• **Work instruction**
Within the listing below, show every line that contains the word "names".

• **Records provided**
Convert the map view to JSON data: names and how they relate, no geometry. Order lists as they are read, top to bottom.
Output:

--

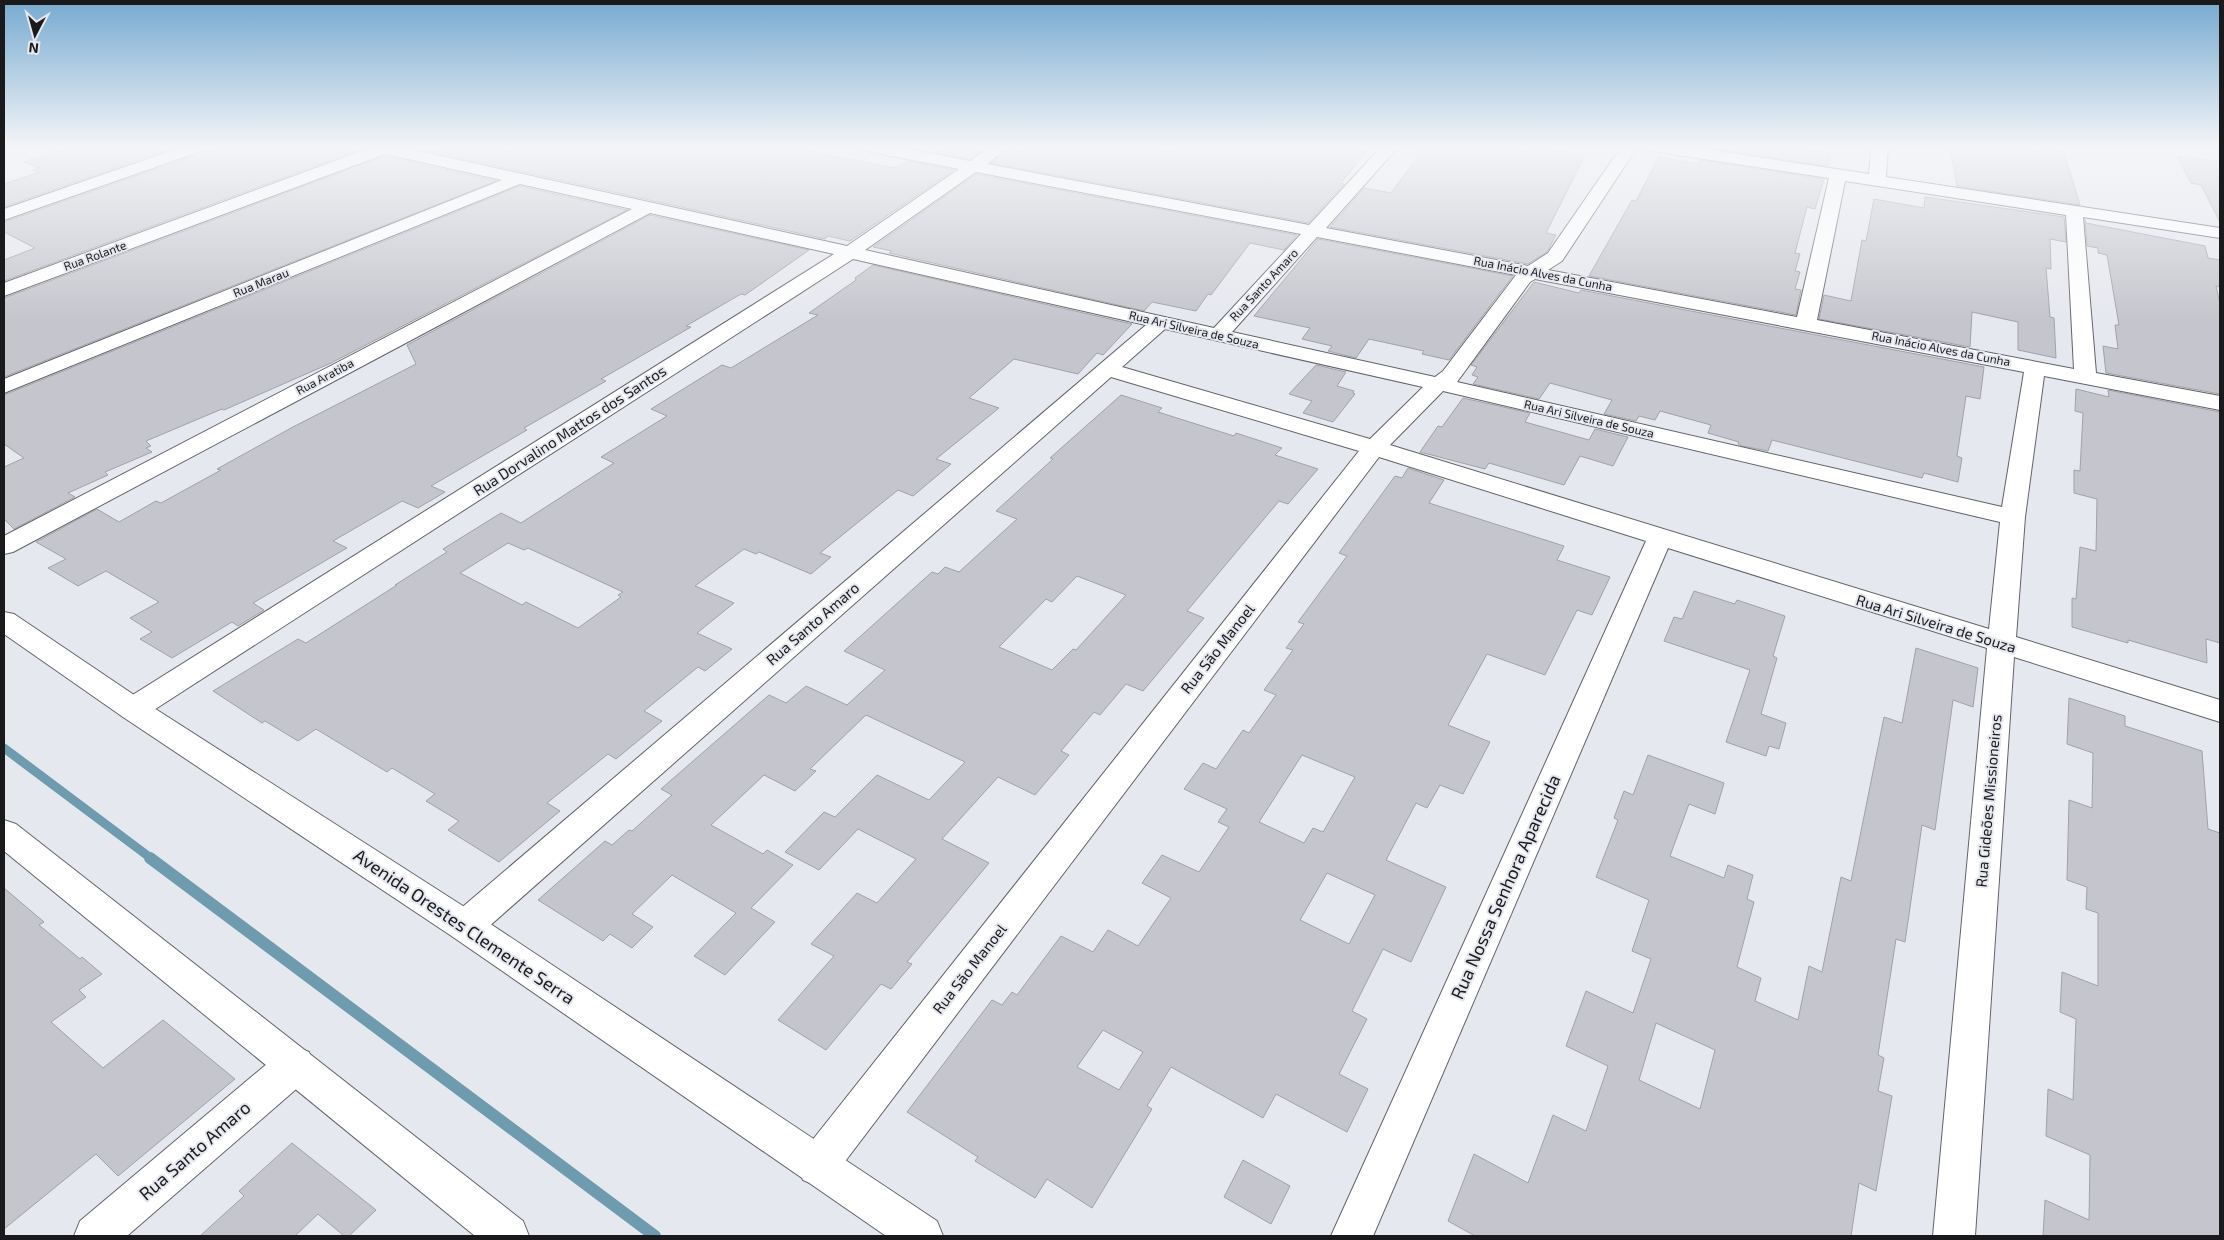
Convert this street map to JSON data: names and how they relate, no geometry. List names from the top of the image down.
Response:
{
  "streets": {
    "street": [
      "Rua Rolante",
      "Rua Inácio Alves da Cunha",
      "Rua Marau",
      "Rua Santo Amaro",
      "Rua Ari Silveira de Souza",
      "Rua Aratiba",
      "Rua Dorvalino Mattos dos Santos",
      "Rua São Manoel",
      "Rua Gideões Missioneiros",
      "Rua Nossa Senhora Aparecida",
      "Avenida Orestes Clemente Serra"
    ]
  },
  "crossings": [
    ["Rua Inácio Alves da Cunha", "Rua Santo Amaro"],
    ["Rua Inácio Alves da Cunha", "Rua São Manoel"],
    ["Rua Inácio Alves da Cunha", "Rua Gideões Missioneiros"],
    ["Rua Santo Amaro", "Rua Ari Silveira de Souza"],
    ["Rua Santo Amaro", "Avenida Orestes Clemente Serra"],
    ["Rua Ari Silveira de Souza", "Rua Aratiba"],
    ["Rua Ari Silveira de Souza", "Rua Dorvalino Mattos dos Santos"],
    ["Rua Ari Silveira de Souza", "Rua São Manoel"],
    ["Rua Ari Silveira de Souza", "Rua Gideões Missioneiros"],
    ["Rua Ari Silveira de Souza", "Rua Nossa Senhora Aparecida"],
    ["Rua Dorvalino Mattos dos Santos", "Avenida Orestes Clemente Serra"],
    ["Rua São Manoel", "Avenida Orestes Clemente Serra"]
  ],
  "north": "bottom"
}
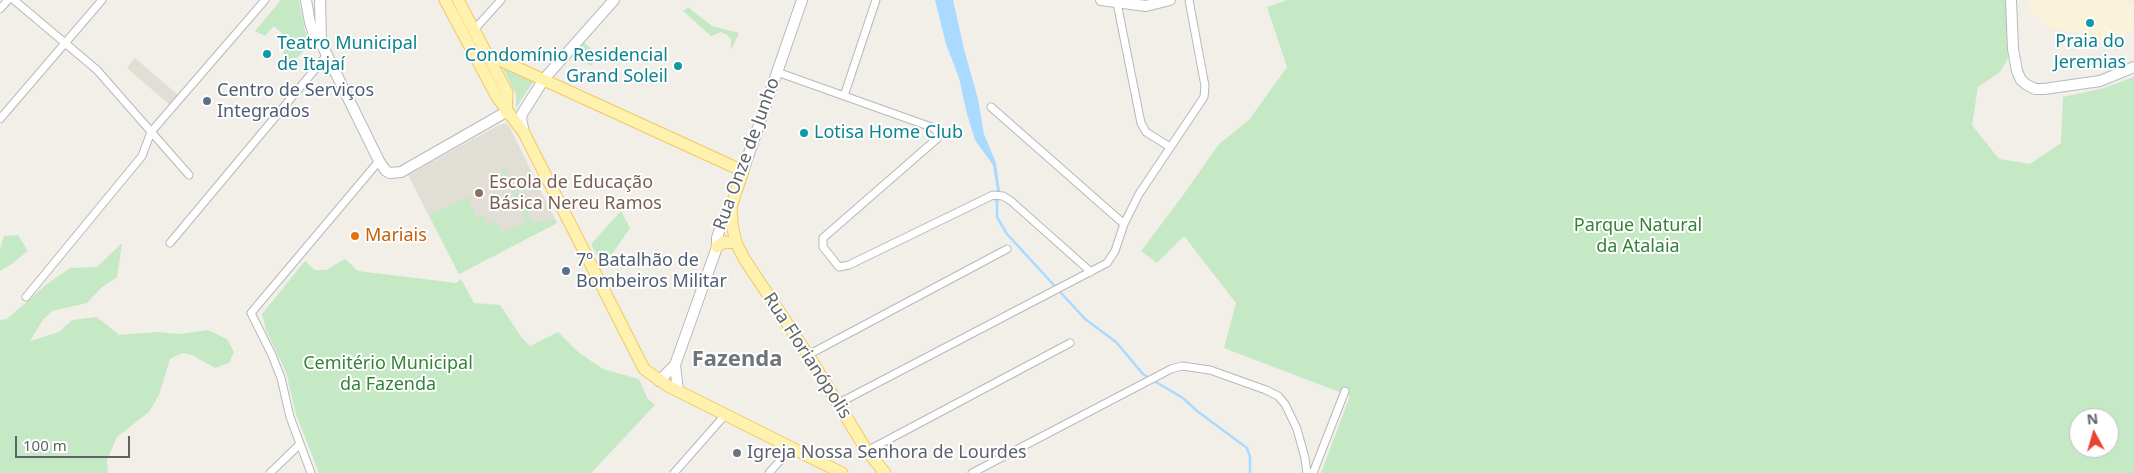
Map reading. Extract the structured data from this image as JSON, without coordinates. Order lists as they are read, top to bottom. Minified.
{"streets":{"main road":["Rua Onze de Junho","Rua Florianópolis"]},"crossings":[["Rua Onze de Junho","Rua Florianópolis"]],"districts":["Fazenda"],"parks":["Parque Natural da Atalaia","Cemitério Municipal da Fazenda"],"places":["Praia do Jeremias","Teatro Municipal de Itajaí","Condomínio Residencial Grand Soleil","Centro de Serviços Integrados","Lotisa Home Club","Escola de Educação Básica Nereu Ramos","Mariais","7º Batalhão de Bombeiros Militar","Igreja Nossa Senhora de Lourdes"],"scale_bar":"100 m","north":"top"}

--

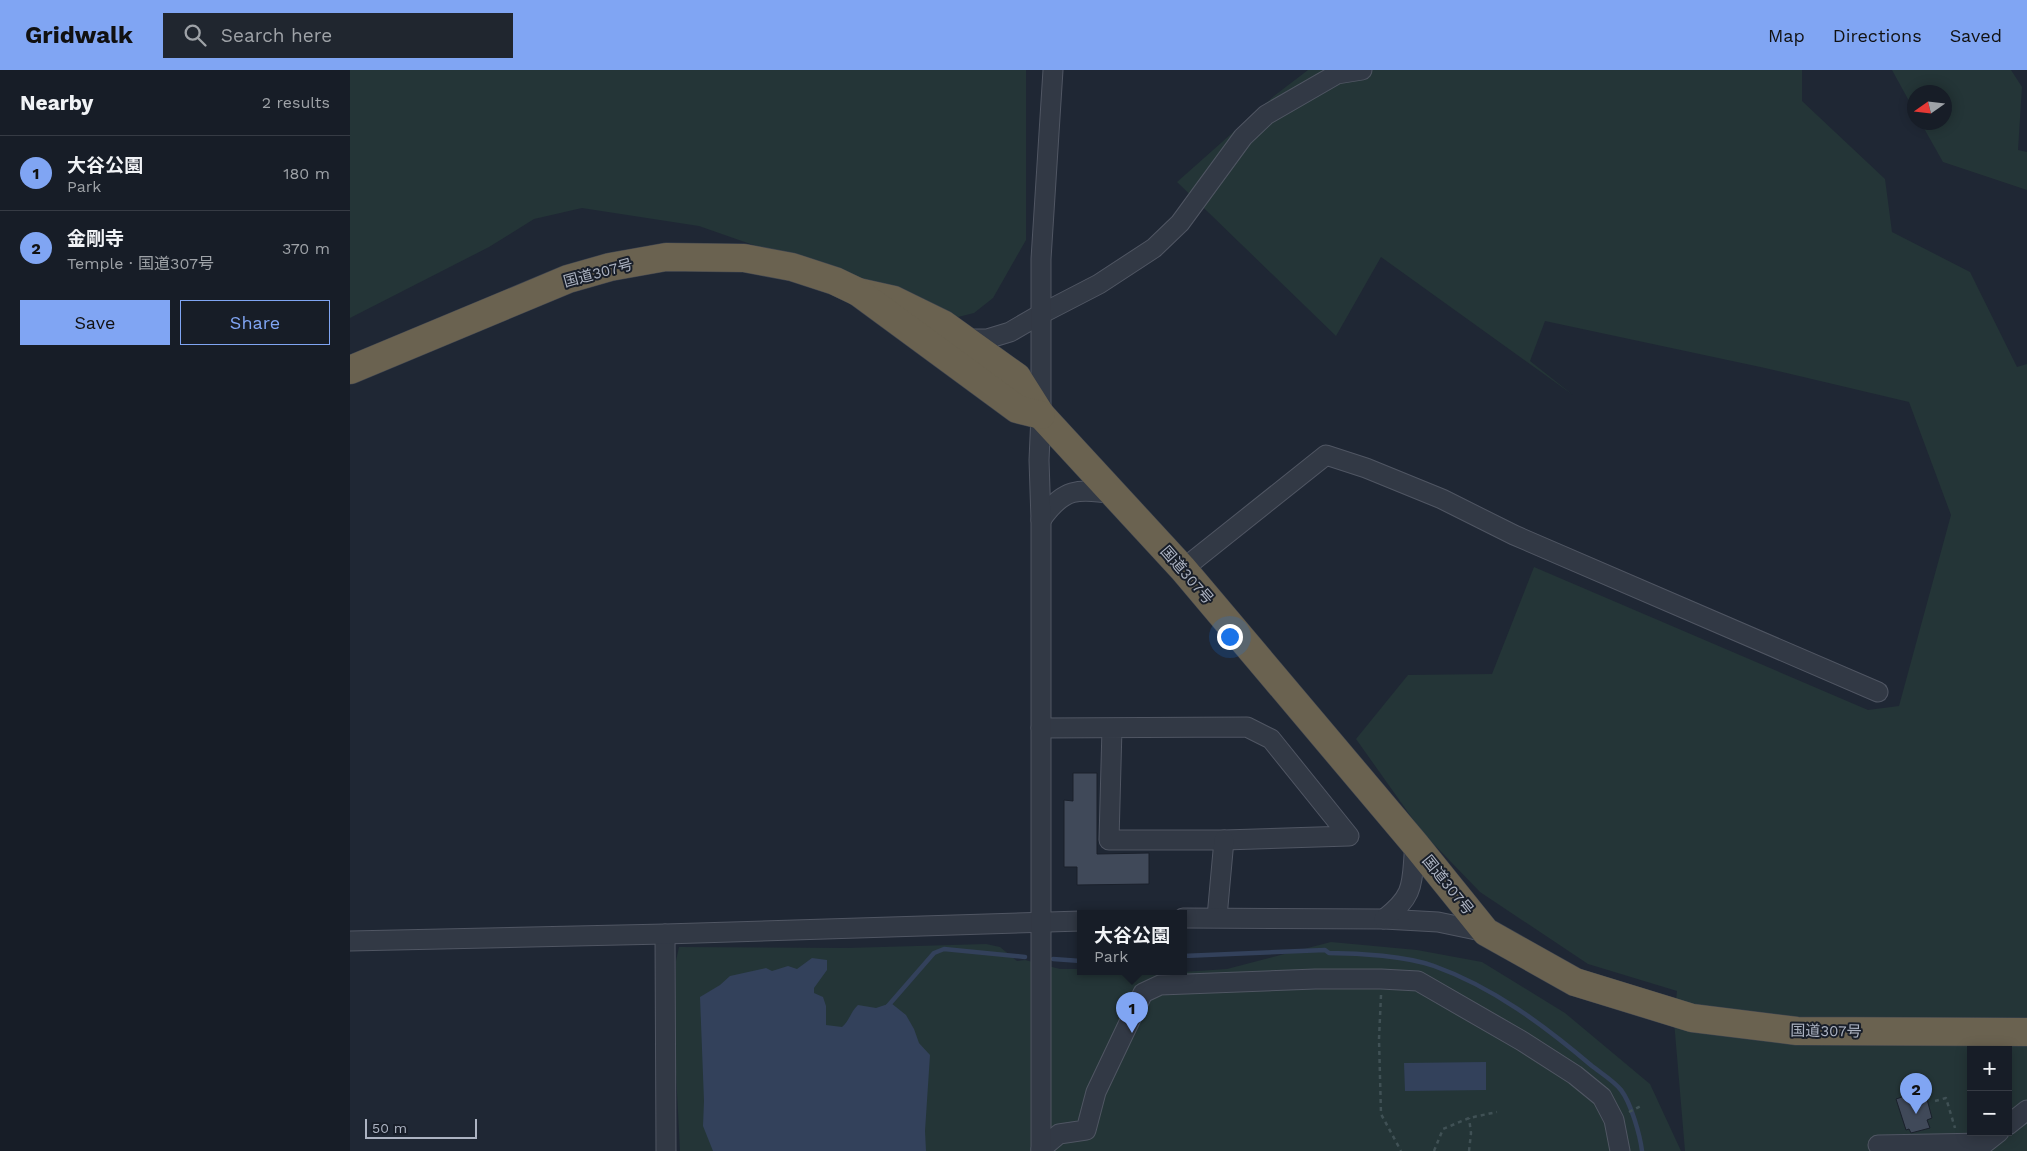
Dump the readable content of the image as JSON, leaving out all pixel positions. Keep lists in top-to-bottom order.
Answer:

• **Reply to the exercise**
Convert the map view to JSON data: names and how they relate, no geometry. Order lists as they are read, top to bottom.
Convert this street map to JSON data: names and how they relate, no geometry. List names from the top of the image down.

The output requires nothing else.